§ **Problem**
Copy out all lines from the entries below in which "Abteilung" occurs.

§ **Given records**
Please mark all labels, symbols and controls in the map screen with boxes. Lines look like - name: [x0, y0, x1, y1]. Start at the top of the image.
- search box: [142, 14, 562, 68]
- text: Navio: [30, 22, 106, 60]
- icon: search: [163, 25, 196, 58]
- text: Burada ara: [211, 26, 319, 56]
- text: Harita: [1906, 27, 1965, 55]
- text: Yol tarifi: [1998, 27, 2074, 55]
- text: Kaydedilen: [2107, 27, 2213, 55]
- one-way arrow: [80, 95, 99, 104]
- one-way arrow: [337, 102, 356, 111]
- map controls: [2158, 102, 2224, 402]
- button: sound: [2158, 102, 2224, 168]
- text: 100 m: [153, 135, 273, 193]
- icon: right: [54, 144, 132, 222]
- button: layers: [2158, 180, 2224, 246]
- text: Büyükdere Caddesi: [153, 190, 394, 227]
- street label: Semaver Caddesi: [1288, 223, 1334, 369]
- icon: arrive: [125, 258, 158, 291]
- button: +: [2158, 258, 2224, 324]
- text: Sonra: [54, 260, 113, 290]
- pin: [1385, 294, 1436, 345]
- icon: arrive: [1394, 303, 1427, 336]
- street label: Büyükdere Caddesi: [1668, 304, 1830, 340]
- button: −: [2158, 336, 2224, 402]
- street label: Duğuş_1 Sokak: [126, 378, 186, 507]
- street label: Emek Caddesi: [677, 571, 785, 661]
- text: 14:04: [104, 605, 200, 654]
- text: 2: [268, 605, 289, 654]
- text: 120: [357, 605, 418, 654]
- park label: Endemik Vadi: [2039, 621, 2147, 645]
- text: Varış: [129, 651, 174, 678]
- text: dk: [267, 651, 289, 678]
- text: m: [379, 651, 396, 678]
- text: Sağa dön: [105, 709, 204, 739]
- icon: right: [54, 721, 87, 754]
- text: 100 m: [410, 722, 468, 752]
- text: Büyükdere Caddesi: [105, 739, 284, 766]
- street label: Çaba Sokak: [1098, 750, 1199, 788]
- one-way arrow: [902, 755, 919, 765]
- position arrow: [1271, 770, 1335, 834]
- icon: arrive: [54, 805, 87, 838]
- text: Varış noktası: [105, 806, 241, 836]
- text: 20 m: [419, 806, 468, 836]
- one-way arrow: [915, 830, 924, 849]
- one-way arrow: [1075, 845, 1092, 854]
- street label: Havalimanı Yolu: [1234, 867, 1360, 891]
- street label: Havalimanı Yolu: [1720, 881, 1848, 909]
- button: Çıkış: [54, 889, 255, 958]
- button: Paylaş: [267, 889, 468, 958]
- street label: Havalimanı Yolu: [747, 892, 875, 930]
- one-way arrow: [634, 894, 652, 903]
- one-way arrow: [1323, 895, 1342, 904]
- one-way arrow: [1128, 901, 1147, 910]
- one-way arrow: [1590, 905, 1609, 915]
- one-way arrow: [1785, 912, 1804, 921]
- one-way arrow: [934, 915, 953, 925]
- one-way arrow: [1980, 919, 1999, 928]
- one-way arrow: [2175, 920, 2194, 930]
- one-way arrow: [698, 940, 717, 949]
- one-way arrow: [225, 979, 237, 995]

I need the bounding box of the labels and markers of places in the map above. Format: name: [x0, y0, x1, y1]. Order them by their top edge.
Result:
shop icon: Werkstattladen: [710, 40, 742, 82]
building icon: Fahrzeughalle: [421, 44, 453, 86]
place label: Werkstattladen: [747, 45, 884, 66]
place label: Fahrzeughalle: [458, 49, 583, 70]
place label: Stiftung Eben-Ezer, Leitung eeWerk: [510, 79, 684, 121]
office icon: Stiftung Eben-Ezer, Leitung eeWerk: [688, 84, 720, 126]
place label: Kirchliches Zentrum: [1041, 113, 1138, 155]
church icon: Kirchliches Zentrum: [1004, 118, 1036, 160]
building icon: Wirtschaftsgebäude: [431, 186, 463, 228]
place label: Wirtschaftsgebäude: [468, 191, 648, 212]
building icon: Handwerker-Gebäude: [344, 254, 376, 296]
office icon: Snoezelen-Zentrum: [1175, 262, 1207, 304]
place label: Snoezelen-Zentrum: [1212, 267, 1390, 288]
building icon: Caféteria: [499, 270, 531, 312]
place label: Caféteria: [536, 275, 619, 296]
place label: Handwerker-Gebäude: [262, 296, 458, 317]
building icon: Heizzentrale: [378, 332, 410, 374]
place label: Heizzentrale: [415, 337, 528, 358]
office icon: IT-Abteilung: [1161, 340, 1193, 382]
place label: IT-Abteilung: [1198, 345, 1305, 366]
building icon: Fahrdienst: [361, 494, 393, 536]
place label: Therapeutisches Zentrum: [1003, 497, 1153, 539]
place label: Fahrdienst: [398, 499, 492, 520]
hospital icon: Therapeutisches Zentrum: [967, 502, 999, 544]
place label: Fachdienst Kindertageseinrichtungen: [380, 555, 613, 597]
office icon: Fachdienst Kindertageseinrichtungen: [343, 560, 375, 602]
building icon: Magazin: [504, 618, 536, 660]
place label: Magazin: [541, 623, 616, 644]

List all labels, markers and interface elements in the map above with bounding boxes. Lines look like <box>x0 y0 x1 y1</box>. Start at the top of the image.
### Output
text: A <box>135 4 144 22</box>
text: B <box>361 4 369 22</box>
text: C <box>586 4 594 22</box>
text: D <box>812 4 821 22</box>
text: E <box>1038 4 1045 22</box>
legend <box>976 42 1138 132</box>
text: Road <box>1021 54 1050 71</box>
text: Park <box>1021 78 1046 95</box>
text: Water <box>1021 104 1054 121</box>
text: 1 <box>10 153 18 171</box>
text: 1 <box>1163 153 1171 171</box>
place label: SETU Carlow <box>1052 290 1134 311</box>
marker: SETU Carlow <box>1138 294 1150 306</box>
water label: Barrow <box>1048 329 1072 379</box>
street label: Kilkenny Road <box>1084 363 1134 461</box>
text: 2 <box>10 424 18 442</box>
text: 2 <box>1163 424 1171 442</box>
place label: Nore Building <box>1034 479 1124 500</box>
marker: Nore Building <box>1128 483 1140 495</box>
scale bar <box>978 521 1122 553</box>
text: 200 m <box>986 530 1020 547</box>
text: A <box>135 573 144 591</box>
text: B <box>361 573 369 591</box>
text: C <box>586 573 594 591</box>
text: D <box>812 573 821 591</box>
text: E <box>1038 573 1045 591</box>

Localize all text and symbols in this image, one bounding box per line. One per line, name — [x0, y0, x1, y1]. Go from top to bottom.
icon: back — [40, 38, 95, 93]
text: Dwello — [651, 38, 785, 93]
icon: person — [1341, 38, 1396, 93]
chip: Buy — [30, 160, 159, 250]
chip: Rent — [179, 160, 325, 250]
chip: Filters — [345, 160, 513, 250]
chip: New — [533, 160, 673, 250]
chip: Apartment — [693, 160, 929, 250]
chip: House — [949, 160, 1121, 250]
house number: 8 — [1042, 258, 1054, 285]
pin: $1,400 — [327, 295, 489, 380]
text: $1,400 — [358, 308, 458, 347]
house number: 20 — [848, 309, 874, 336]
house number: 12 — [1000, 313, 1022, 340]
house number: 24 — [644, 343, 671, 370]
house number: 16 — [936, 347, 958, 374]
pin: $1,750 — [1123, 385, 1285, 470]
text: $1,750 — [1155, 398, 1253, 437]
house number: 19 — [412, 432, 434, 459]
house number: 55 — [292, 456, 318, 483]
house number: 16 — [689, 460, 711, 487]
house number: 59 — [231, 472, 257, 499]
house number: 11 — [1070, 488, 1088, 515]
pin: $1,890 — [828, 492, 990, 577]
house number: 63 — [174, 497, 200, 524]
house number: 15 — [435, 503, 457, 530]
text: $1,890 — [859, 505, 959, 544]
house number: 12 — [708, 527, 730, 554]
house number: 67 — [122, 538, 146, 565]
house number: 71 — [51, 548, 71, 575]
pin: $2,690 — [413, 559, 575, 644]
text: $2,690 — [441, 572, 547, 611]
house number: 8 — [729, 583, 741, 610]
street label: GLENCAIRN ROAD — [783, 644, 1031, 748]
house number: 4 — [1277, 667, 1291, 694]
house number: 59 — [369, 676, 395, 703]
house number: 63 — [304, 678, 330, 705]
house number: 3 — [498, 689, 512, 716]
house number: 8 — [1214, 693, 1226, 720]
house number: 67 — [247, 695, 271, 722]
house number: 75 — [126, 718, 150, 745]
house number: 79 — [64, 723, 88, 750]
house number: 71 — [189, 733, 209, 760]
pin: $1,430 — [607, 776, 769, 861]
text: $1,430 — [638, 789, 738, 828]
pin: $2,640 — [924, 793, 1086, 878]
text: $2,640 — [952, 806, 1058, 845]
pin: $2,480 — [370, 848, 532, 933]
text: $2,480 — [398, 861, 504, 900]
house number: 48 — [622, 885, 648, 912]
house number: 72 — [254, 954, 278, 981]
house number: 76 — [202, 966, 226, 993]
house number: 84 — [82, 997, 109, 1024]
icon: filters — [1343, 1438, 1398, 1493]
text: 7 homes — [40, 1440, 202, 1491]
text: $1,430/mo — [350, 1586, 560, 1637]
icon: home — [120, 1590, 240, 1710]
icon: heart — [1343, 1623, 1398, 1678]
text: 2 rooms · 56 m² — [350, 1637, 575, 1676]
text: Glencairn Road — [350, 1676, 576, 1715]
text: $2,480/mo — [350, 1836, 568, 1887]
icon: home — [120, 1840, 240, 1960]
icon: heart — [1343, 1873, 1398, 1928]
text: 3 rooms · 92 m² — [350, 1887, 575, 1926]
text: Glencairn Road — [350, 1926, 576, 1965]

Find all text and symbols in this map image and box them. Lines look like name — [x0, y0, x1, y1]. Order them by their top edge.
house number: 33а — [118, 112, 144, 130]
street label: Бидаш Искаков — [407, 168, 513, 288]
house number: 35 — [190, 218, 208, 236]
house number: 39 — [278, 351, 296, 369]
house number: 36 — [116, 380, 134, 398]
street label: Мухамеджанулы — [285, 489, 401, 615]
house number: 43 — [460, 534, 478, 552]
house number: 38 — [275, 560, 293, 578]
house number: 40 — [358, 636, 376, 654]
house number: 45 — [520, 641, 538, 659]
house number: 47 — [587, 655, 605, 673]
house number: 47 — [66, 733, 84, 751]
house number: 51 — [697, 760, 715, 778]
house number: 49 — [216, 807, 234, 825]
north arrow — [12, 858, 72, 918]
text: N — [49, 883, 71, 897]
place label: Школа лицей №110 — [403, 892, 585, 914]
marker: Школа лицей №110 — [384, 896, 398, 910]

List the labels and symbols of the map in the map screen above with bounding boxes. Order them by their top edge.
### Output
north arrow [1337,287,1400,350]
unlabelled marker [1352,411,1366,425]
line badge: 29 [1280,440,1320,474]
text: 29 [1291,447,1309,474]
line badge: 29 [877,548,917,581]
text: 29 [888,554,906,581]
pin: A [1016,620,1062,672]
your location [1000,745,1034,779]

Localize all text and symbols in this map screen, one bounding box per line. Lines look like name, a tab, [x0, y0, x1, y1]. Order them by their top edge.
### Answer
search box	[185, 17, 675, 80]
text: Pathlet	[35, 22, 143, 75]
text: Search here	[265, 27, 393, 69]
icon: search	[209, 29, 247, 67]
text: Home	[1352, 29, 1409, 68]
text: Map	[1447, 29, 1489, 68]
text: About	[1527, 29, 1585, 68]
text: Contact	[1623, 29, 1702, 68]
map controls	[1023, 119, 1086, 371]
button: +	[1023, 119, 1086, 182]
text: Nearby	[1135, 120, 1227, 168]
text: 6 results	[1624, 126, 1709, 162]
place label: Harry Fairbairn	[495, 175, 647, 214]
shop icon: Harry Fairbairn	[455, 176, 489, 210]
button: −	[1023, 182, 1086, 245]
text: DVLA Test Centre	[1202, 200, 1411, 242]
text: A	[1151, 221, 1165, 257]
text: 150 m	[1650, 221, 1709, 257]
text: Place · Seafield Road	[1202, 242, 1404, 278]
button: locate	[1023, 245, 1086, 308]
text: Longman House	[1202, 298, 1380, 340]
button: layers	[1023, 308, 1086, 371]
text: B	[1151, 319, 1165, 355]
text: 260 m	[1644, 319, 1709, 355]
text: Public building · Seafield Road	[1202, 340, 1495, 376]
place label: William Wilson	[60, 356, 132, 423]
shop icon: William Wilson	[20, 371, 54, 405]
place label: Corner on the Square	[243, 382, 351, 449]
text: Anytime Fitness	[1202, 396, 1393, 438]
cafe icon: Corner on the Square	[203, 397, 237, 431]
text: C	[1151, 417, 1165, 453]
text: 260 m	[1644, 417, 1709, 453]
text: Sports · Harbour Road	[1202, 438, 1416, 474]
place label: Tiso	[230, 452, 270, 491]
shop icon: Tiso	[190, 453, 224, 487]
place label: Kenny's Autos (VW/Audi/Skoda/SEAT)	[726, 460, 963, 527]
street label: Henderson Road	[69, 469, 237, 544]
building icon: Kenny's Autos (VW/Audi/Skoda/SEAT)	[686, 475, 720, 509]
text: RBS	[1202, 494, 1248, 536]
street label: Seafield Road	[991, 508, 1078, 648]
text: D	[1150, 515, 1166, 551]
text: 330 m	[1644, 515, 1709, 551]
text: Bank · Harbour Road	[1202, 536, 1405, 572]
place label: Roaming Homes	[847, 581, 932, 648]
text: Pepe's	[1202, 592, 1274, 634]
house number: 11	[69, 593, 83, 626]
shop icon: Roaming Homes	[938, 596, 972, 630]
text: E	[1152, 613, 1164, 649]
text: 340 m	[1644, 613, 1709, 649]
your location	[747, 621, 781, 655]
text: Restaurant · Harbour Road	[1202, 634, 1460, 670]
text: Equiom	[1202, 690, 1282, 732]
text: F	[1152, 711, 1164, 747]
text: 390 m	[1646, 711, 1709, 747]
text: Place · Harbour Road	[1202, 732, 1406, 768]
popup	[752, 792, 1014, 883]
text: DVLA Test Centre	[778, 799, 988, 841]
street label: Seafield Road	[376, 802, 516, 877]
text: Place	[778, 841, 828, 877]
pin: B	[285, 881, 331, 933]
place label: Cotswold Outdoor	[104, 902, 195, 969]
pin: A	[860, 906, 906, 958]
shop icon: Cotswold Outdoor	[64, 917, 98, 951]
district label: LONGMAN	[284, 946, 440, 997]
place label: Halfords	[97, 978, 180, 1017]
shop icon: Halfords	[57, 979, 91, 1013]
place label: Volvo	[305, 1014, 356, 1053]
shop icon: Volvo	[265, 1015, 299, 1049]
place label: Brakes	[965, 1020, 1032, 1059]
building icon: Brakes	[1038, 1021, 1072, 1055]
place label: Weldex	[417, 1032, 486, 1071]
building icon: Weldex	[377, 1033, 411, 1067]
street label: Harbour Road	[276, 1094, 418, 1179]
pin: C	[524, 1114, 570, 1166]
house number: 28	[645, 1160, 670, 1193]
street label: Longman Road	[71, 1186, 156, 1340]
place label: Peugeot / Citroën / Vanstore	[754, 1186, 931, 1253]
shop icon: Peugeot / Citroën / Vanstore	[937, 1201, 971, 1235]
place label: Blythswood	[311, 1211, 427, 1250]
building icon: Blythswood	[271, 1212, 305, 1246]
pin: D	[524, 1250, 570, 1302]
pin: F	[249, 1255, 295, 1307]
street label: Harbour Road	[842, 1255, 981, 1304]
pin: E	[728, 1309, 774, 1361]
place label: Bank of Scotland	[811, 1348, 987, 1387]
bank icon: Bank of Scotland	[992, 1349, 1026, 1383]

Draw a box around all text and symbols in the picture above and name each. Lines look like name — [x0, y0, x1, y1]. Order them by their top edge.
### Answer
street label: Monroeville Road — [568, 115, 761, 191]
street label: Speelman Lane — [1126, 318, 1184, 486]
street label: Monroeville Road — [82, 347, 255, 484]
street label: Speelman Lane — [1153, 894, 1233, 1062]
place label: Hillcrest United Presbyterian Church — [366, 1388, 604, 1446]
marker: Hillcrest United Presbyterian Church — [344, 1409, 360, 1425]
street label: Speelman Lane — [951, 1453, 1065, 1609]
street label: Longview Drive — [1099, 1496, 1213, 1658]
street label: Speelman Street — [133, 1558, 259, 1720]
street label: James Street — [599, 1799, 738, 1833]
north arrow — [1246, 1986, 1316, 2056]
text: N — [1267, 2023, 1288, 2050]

§ **Exercise result**
office icon: IT-Abteilung: [1161, 340, 1193, 382]
place label: IT-Abteilung: [1198, 345, 1305, 366]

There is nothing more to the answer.